**Exercise brief:**
Down to the last line, print the data that follows exactly, without its pictures.

**Input data:**
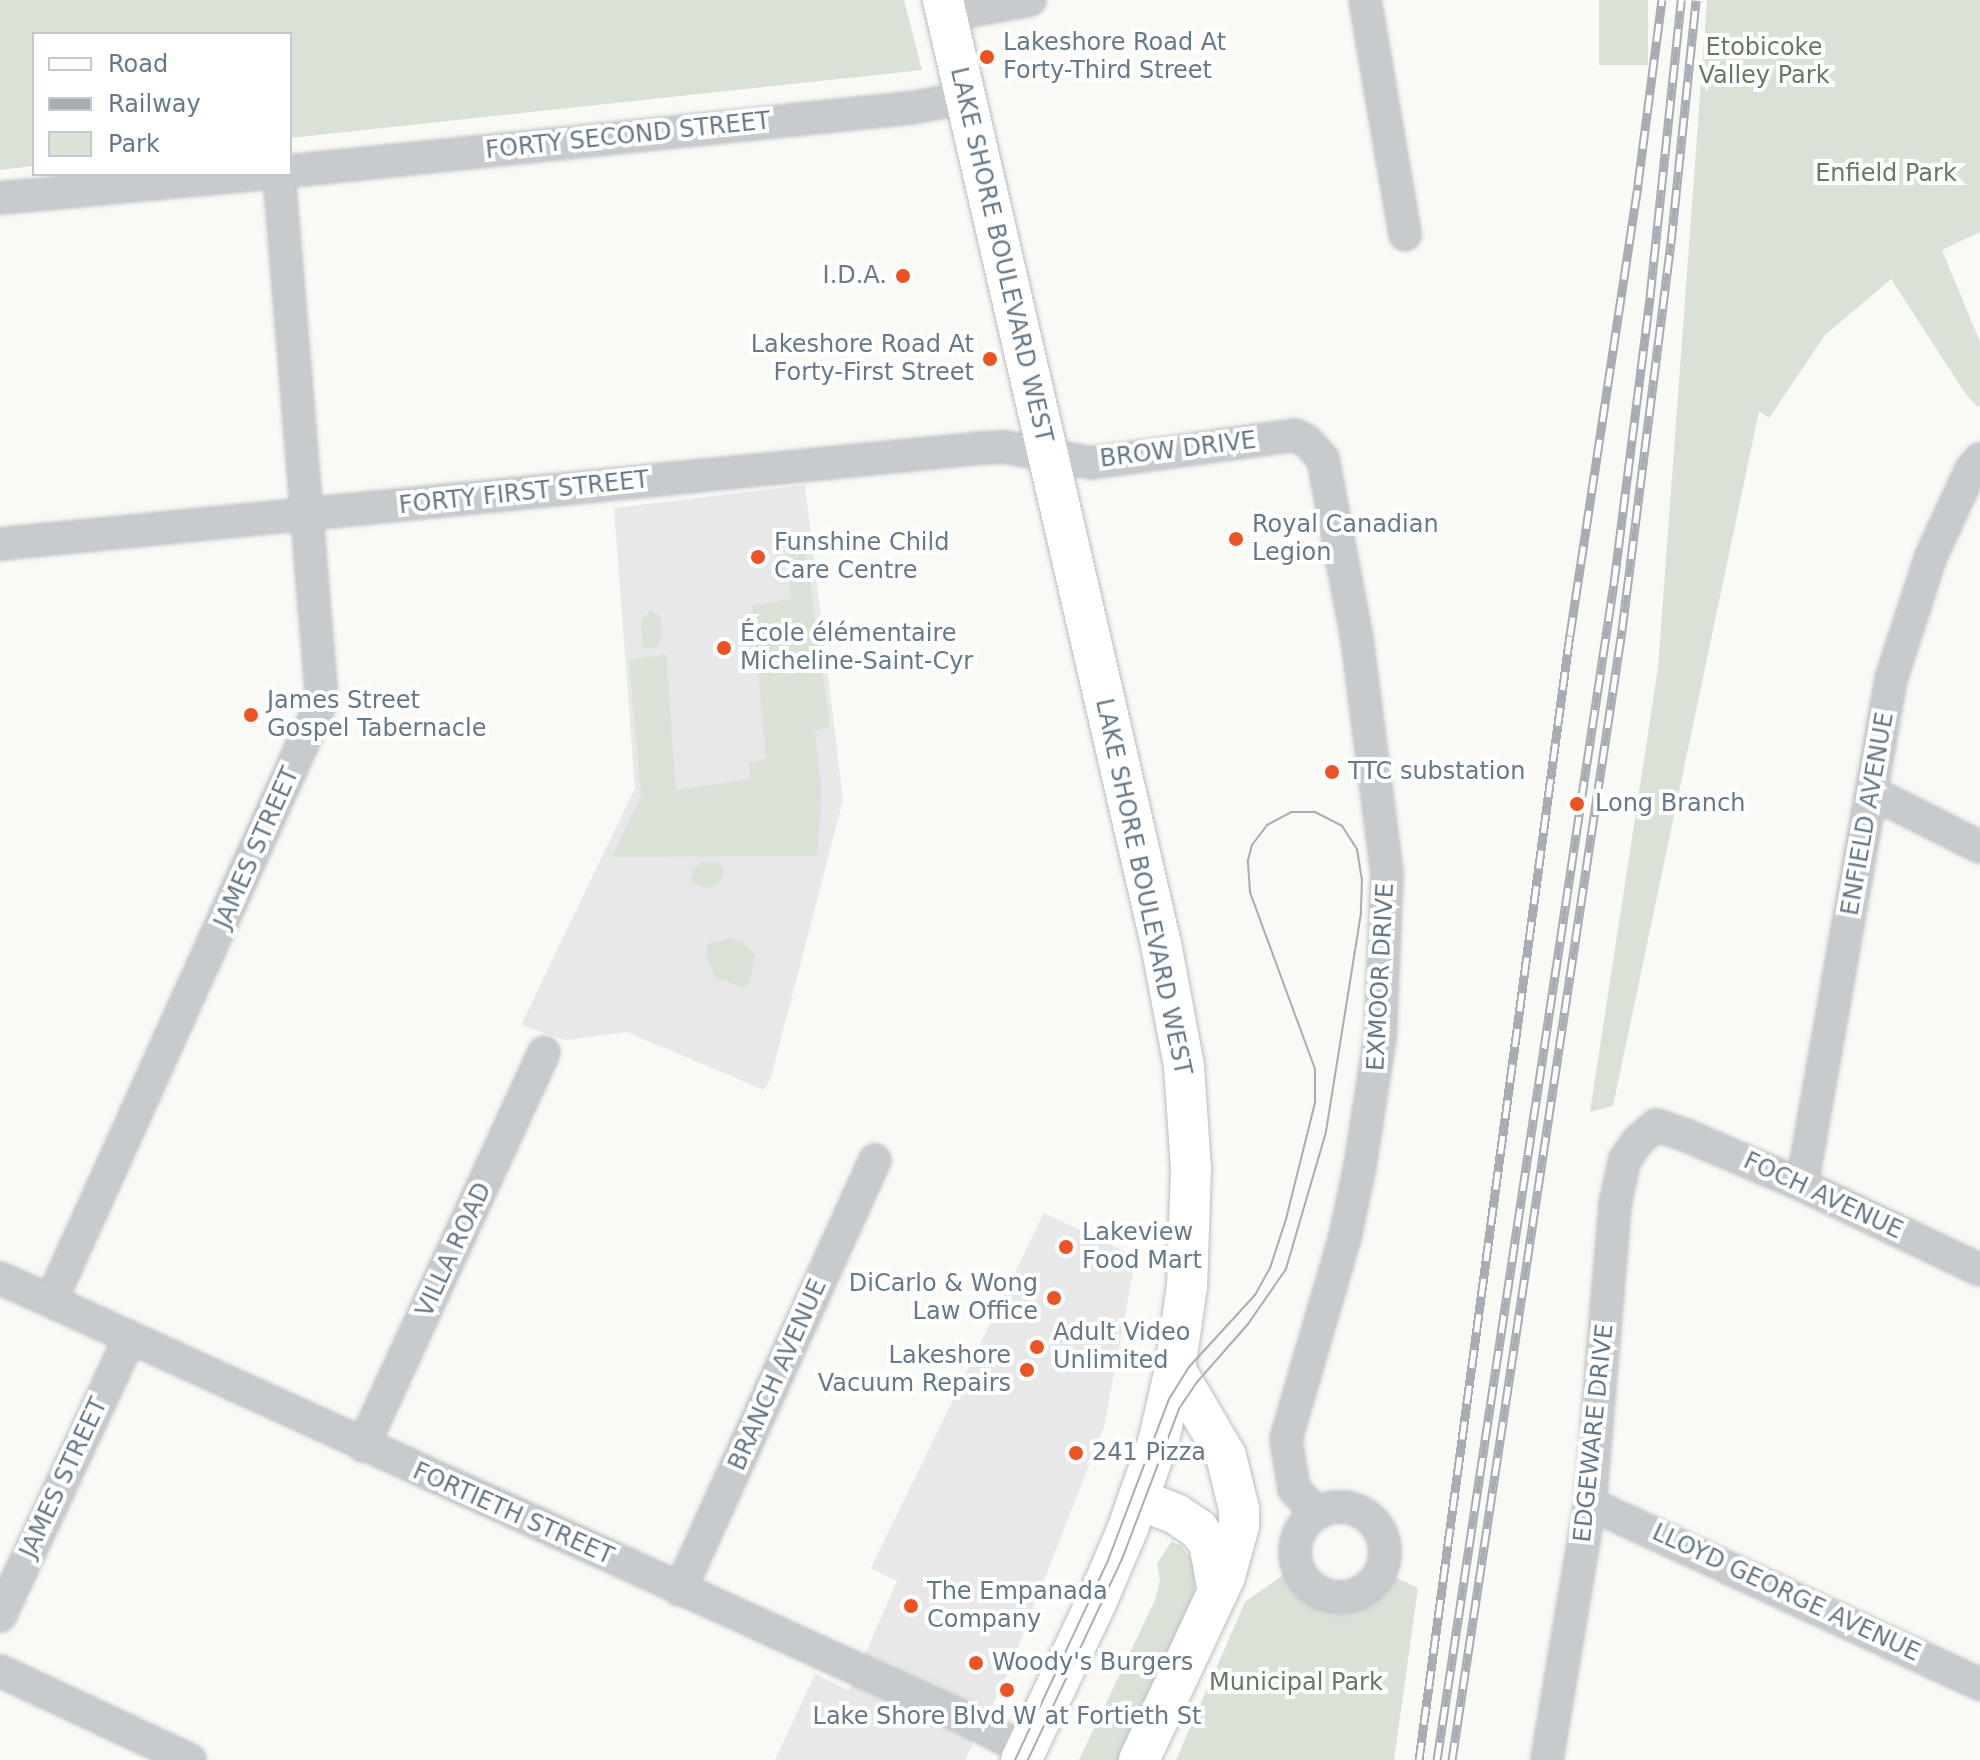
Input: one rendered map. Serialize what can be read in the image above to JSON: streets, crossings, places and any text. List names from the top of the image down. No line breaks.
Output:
{"streets":{"main road":["LAKE SHORE BOULEVARD WEST"],"street":["FORTY SECOND STREET","BROW DRIVE","FORTY FIRST STREET","ENFIELD AVENUE","JAMES STREET","EXMOOR DRIVE","FOCH AVENUE","VILLA ROAD","BRANCH AVENUE","EDGEWARE DRIVE","FORTIETH STREET","LLOYD GEORGE AVENUE"]},"crossings":[["FORTY SECOND STREET","LAKE SHORE BOULEVARD WEST"],["LAKE SHORE BOULEVARD WEST","BROW DRIVE"],["LAKE SHORE BOULEVARD WEST","FORTY FIRST STREET"],["LAKE SHORE BOULEVARD WEST","FORTIETH STREET"],["BROW DRIVE","FORTY FIRST STREET"],["BROW DRIVE","EXMOOR DRIVE"],["FORTY FIRST STREET","JAMES STREET"],["ENFIELD AVENUE","FOCH AVENUE"],["JAMES STREET","FORTIETH STREET"],["FOCH AVENUE","EDGEWARE DRIVE"],["VILLA ROAD","FORTIETH STREET"],["BRANCH AVENUE","FORTIETH STREET"],["EDGEWARE DRIVE","LLOYD GEORGE AVENUE"]],"parks":["Etobicoke Valley Park","Enfield Park","Municipal Park"],"places":["Lakeshore Road At Forty-Third Street","I.D.A.","Lakeshore Road At Forty-First Street","Royal Canadian Legion","Funshine Child Care Centre","École élémentaire Micheline-Saint-Cyr","James Street Gospel Tabernacle","TTC substation","Long Branch","Lakeview Food Mart","DiCarlo & Wong Law Office","Adult Video Unlimited","Lakeshore Vacuum Repairs","241 Pizza","The Empanada Company","Woody's Burgers","Lake Shore Blvd W at Fortieth St"],"legend":["Road","Railway","Park"]}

**Result of the exercise:**
Input: one rendered map. Serialize what can be read in the image above to JSON: streets, crossings, places and any text. List names from the top of the image down. No line breaks.
Output:
{"streets":{"main road":["LAKE SHORE BOULEVARD WEST"],"street":["FORTY SECOND STREET","BROW DRIVE","FORTY FIRST STREET","ENFIELD AVENUE","JAMES STREET","EXMOOR DRIVE","FOCH AVENUE","VILLA ROAD","BRANCH AVENUE","EDGEWARE DRIVE","FORTIETH STREET","LLOYD GEORGE AVENUE"]},"crossings":[["FORTY SECOND STREET","LAKE SHORE BOULEVARD WEST"],["LAKE SHORE BOULEVARD WEST","BROW DRIVE"],["LAKE SHORE BOULEVARD WEST","FORTY FIRST STREET"],["LAKE SHORE BOULEVARD WEST","FORTIETH STREET"],["BROW DRIVE","FORTY FIRST STREET"],["BROW DRIVE","EXMOOR DRIVE"],["FORTY FIRST STREET","JAMES STREET"],["ENFIELD AVENUE","FOCH AVENUE"],["JAMES STREET","FORTIETH STREET"],["FOCH AVENUE","EDGEWARE DRIVE"],["VILLA ROAD","FORTIETH STREET"],["BRANCH AVENUE","FORTIETH STREET"],["EDGEWARE DRIVE","LLOYD GEORGE AVENUE"]],"parks":["Etobicoke Valley Park","Enfield Park","Municipal Park"],"places":["Lakeshore Road At Forty-Third Street","I.D.A.","Lakeshore Road At Forty-First Street","Royal Canadian Legion","Funshine Child Care Centre","École élémentaire Micheline-Saint-Cyr","James Street Gospel Tabernacle","TTC substation","Long Branch","Lakeview Food Mart","DiCarlo & Wong Law Office","Adult Video Unlimited","Lakeshore Vacuum Repairs","241 Pizza","The Empanada Company","Woody's Burgers","Lake Shore Blvd W at Fortieth St"],"legend":["Road","Railway","Park"]}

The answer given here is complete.